Подводя итоги “арабской весны” и нынешнему характеру отношений между странами Южного и Северного Средиземноморья, некоторые европейские аналитики указывают на упущенную Парижем, Римом и Мадридом возможность создать в регионе принципиально новый характер отношений, используя возможности “интрарегиональной” интеграции (www.ecfr.eu.26.09.12). Как вы могли бы прокомментировать эту позицию?
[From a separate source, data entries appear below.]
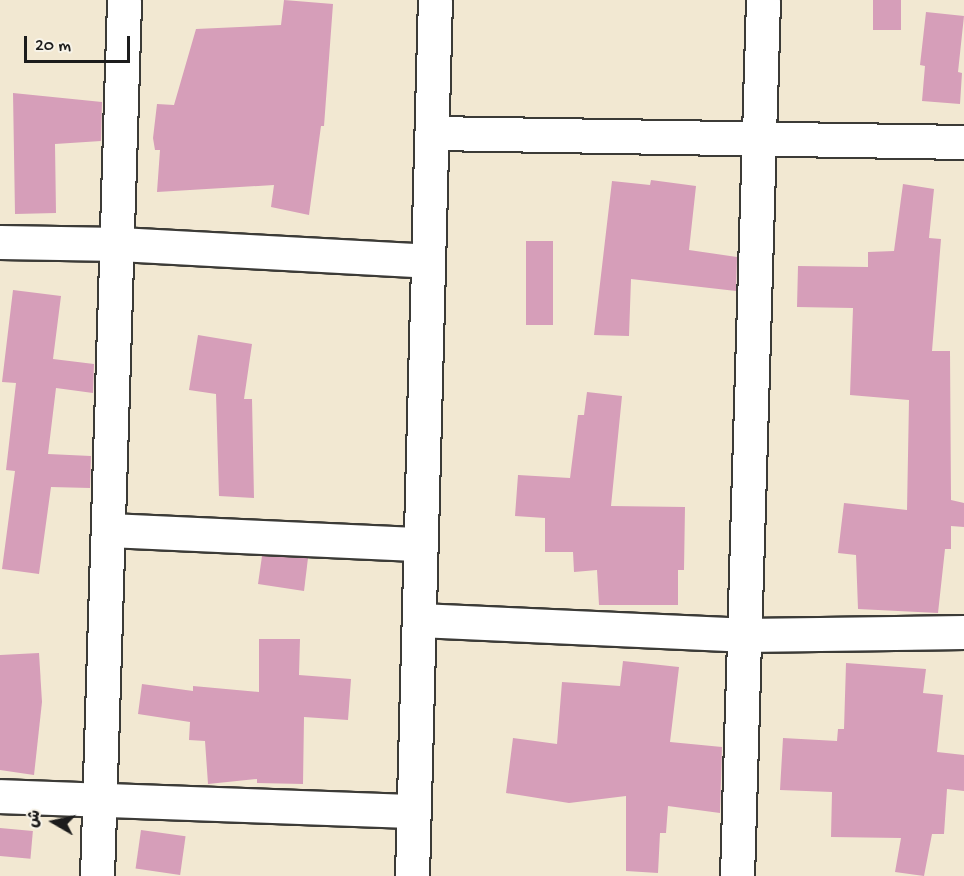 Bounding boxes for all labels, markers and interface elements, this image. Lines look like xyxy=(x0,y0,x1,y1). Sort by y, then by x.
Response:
scale bar xyxy=(27,24,134,62)
text: 20 m xyxy=(35,36,71,57)
north arrow xyxy=(24,792,84,852)
text: ش xyxy=(25,809,46,829)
Я не уверен в успешности “интрарегиональной интеграции”, предложенной Европейским Советом по международным отношениям, однако отметил бы усилия вышеупомянутых европейских столиц (Парижа, Рима и Мадрида) в упрочении институциональной основы комплексных региональных взаимоотношений между странами Северного и Южного Средиземноморья, появившихся в течение нескольких десятилетий. Пока данные инициативы (например, Барселонский процесс и Союз Средиземноморья) дали не очень высокие результаты в сравнении с вложенными в них ресурсами и предложенными планами. Недавно экс-министр иностранных дел Италии и бывший вице-президент Европейской комиссии фактически заявил, что Союз Средиземноморья так ни к чему не привел и должен быть как можно скорее отвергнут, и необходимо искать “новые инициативы”. Наступление “арабской весны” выдвинуло идеи о том, что необходимо поиск новых форм отношений Европы со странами Ближнего Востока на политическом уровне. Нужно сфокусировать внимание на продвижении демократии, соблюдении прав человека, достойного управления и в конечном итоге (чего действительно добивается Европейский Союз) на установлении добрососедских отношений (для организации помощи в сфере торговли и развития).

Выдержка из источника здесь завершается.